*EXERCISE DESCRIPTION*: The answer must be an exact printing of every record below, with the pictures omitted.
[THE RECORDS — start]
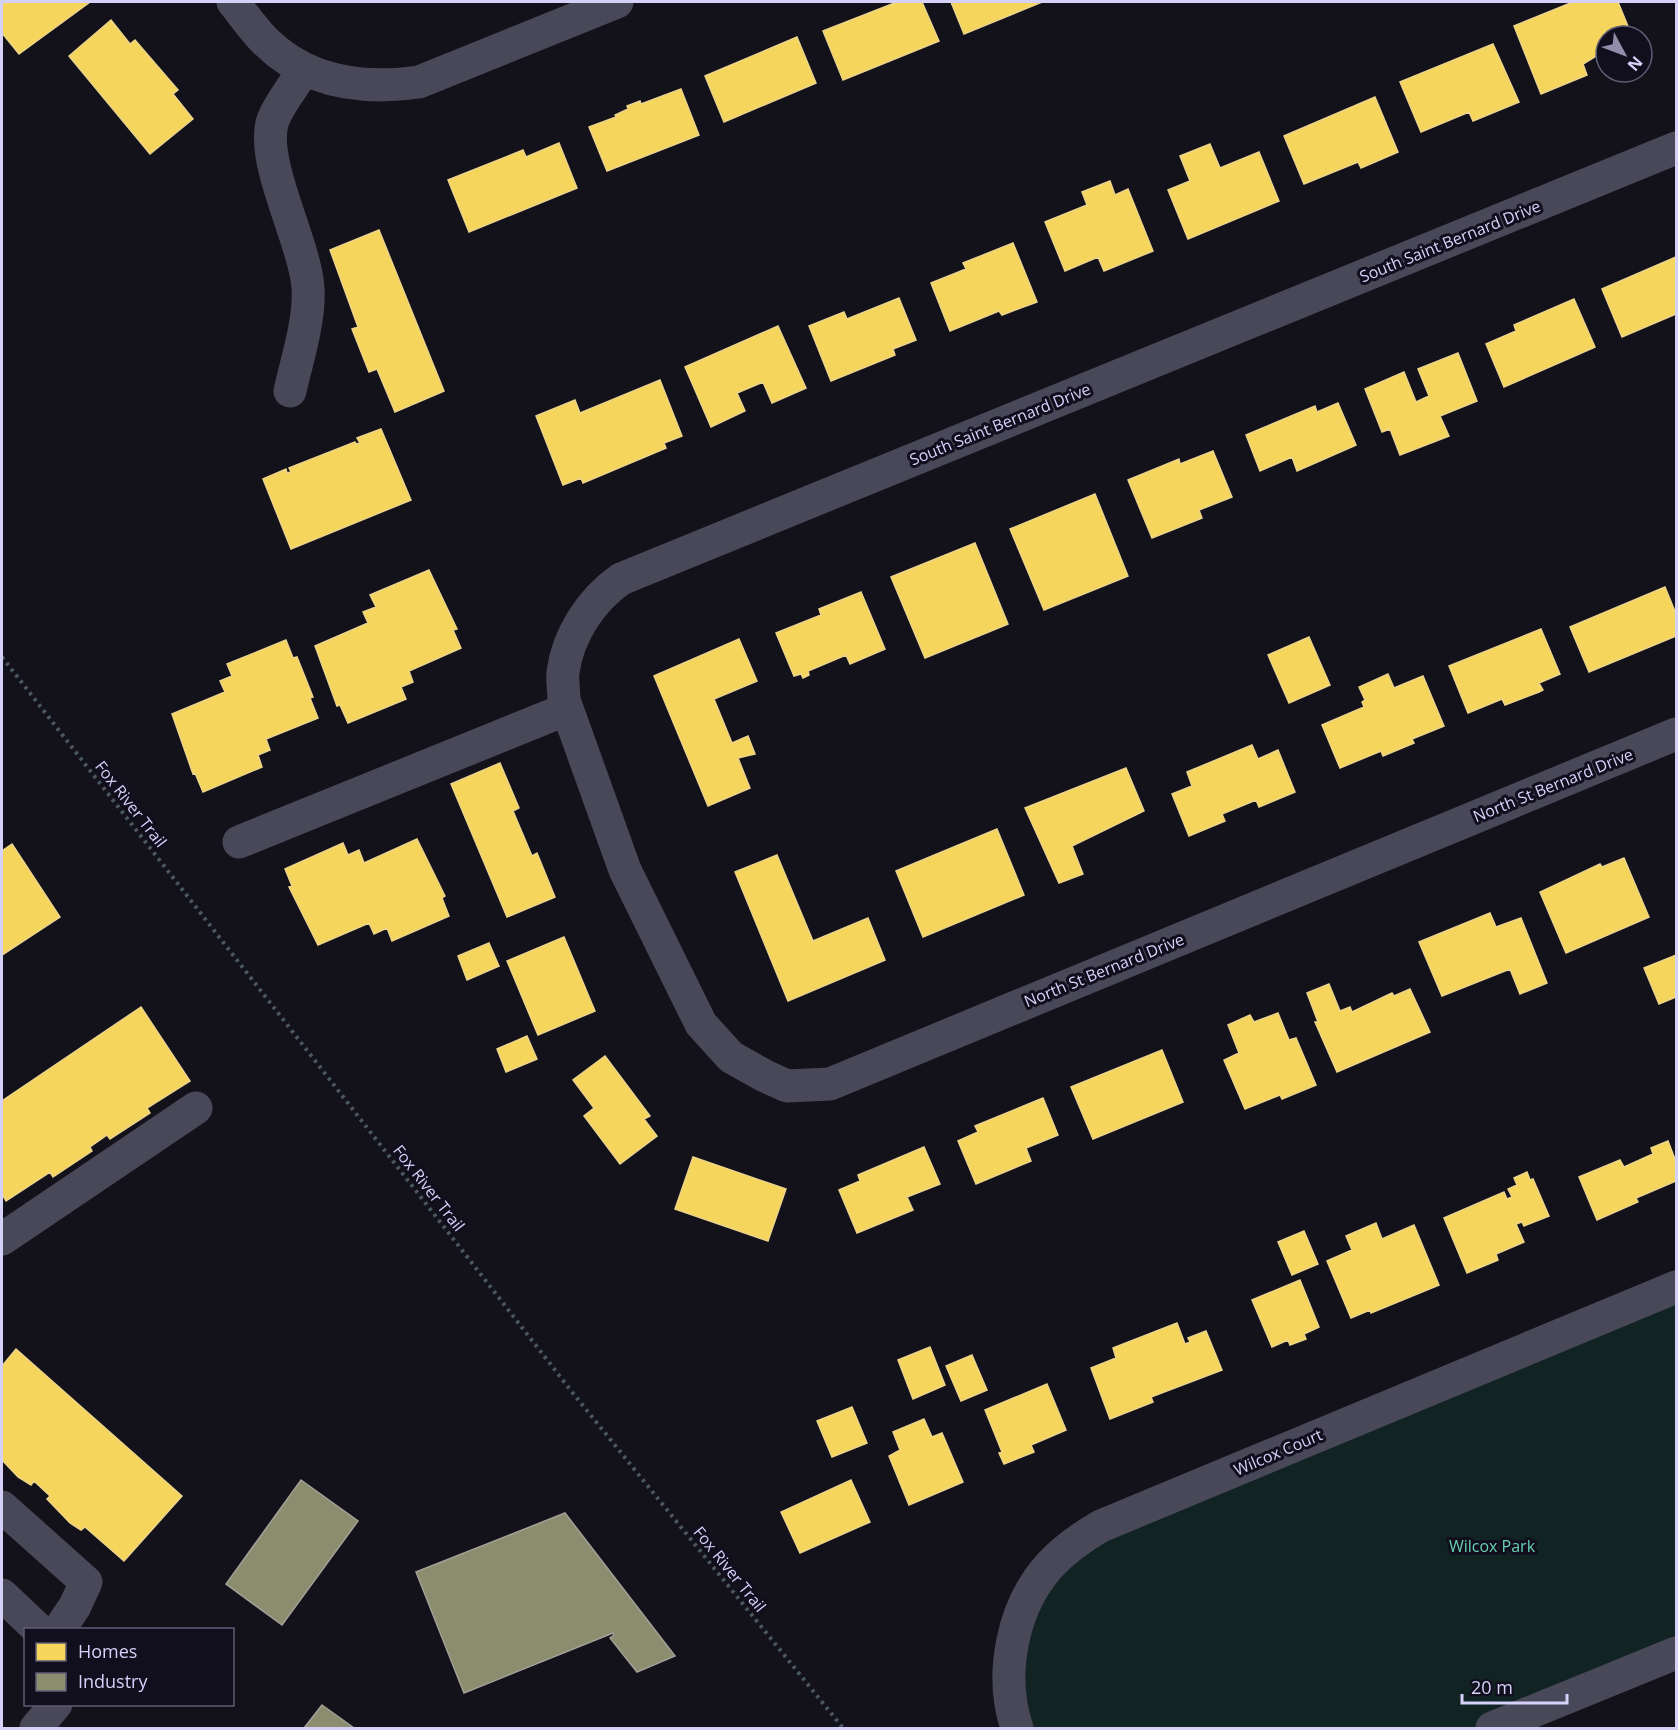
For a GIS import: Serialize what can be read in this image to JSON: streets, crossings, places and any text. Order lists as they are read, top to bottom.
{
  "streets": {
    "street": ["South Saint Bernard Drive", "North St Bernard Drive", "Wilcox Court"],
    "path": ["Fox River Trail"]
  },
  "crossings": [
    ["South Saint Bernard Drive", "North St Bernard Drive"]
  ],
  "parks": ["Wilcox Park"],
  "legend": ["Homes", "Industry"],
  "scale_bar": "20 m",
  "north": "bottom right"
}
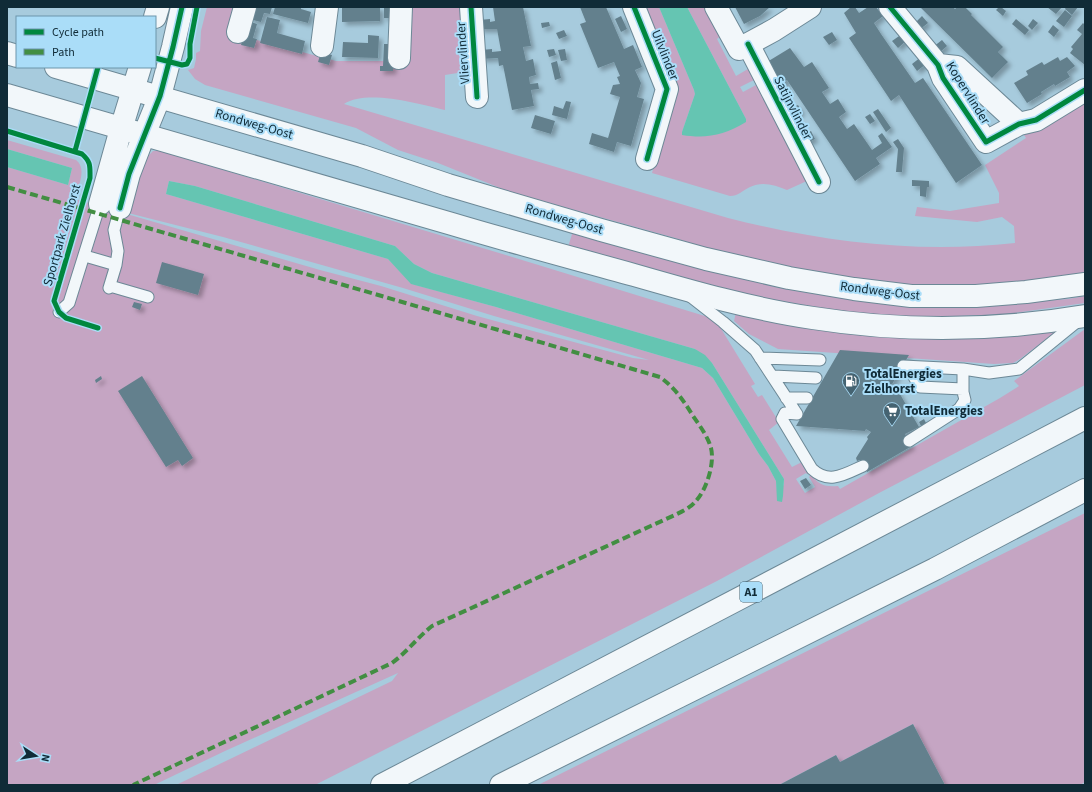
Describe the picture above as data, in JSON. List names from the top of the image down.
{
  "streets": {
    "main road": [
      "Vliervlinder",
      "Uilvlinder",
      "Kopervlinder",
      "Satijnvlinder",
      "Rondweg-Oost",
      "Sportpark Zielhorst",
      "A1"
    ]
  },
  "crossings": [
    ["Rondweg-Oost", "Sportpark Zielhorst"]
  ],
  "places": {
    "fuel station": ["TotalEnergies Zielhorst"],
    "supermarket": ["TotalEnergies"]
  },
  "legend": ["Cycle path", "Path"],
  "north": "right"
}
[THE RECORDS — finish]
*PROBLEM SOLUTION*:
For a GIS import: Serialize what can be read in this image to JSON: streets, crossings, places and any text. Order lists as they are read, top to bottom.
{
  "streets": {
    "street": ["South Saint Bernard Drive", "North St Bernard Drive", "Wilcox Court"],
    "path": ["Fox River Trail"]
  },
  "crossings": [
    ["South Saint Bernard Drive", "North St Bernard Drive"]
  ],
  "parks": ["Wilcox Park"],
  "legend": ["Homes", "Industry"],
  "scale_bar": "20 m",
  "north": "bottom right"
}
Describe the picture above as data, in JSON. List names from the top of the image down.
{
  "streets": {
    "main road": [
      "Vliervlinder",
      "Uilvlinder",
      "Kopervlinder",
      "Satijnvlinder",
      "Rondweg-Oost",
      "Sportpark Zielhorst",
      "A1"
    ]
  },
  "crossings": [
    ["Rondweg-Oost", "Sportpark Zielhorst"]
  ],
  "places": {
    "fuel station": ["TotalEnergies Zielhorst"],
    "supermarket": ["TotalEnergies"]
  },
  "legend": ["Cycle path", "Path"],
  "north": "right"
}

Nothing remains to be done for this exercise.